The South Florida Business Journal (3/15, Brinkmann) reported that at a "demonstration for local builders, contractors and homeowners in Parkland," FL, Kogen Construction presented a case in which the company built a home for $1.7 million, and had to spend $220,000 "on approved fixes for Chinese drywall problems."

Boston Scientific recalls two implantable heart defibrillators.

The Wall Street Journal (3/16, Rockoff) reports that Boston Scientific Corp. announced a recall of its implantable heart defibrillators Monday, saying that the company failed to tell regulators about certain manufacturing changes to the devices.

        The New York Times (3/16, B1, Meier) reports on the front page of its Business Day section that a spokesman for the FDA "indicated that the matter did not involve a safety issue for patients who had the devices."

        "The company said it uncovered two production changes that were not cleared with the" FDA, the AP (3/16, Perrone) reports. Boston Scientific "said it will retrieve all the affected devices from suppliers and hospitals." But, "it was unclear when the company would resume sales."

        Bloomberg News (3/16, Olmos, Larkin) reports that some analysts expect "the suspension of...the ICDs and cardiac resynchronization therapy defibrillators" to "benefit market leader Medtronic Inc. and smaller competitor St. Jude Medical Inc."

        The Minneapolis Star-Tribune (3/16, Moore) reports, "Product families named in the advisory include Cognis, Confient, Livian, Prizm, Renewal, Teligen and Vitality, all of which were manufactured since March 2009. The recall encompasses cardiac resynchronization therapy defibrillators, but not pacemakers."

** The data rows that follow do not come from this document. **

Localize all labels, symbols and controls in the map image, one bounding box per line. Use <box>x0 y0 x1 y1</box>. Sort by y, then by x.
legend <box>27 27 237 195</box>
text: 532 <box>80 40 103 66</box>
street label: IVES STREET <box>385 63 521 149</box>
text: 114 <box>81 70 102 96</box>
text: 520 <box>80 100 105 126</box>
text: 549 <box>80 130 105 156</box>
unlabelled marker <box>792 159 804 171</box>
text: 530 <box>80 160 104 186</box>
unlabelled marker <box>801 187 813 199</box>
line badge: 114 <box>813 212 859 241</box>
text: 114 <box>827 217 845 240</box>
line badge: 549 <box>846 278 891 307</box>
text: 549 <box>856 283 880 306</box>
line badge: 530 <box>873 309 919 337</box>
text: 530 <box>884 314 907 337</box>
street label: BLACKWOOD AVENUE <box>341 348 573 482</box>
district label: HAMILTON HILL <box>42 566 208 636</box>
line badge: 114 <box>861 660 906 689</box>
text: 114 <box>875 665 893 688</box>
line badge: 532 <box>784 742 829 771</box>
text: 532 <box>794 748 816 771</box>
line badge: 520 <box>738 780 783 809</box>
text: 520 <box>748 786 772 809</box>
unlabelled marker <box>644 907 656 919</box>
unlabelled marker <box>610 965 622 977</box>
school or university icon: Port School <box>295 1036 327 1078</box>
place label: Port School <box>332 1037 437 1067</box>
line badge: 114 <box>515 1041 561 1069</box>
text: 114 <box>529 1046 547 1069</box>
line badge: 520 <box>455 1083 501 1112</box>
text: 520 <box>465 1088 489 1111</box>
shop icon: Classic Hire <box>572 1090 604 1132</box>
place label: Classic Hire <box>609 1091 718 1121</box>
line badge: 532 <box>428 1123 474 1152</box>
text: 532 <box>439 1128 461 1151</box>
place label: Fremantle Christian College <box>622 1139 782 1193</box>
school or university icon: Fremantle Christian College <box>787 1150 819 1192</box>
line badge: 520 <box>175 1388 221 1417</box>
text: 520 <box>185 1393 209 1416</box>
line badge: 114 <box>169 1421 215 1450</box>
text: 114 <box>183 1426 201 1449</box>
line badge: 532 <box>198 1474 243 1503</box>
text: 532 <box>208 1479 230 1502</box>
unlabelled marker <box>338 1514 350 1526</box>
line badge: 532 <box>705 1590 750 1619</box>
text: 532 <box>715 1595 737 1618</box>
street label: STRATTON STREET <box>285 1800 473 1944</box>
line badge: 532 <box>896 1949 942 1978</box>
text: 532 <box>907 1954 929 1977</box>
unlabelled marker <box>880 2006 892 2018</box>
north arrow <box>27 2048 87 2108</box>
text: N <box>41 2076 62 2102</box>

FEMA trailers planned for sale should be destroyed, says columnist.

In his Washington Post (3/16, A19) column, Eugene Robinson says the Administration's plans to sell "more than 100,000 contaminated trailers and mobile homes" left over as "a legacy of the Bush administration's botched response to Hurricane Katrina" may "make people sick." Noting findings that the units contain unsafe levels of formaldehyde, Robinson says they should be destroyed, and calls on the EPA "to finally set standards for the presence of formaldehyde in indoor air."

Also in the News

As House readies for vote, Democrats' healthcare strategy creates controversy.

Speaker Nancy Pelosi on Monday suggested that House Democrats may use a procedural tactic, already tagged with the label "the Slaughter Solution" (after Rules Committee Chairwoman Rep. Louise Slaughter (D-NY)) to pass healthcare reform. The tactic, which the Washington Post (3/16, Montgomery, Kane) calls a "sleight of hand," would allow her caucus members to vote on the reconciliation package of fixes to the Senate healthcare bill without taking a recorded vote on the Senate bill itself. The move comes as House Democrats geared up to advance the measure, with a first vote in the Budget Committee.

        McClatchy (3/16, Lightman) reports that while the maneuver "would enable House members to avoid casting a politically risky vote on the Senate package," using "such a dicey procedure to enact President Barack Obama's biggest domestic initiative - the most far-reaching social policy change in decades - could inflame a public that's already annoyed at the legislation's tortured path and disgusted with Congress." The Hill (3/16, Allen) reports Republicans "criticized the move, and said it would allow Democrats to avoid taking a tough vote on the Senate healthcare bill, which is under attack from the anti-abortion rights Democrats as well as Hispanic members and liberals."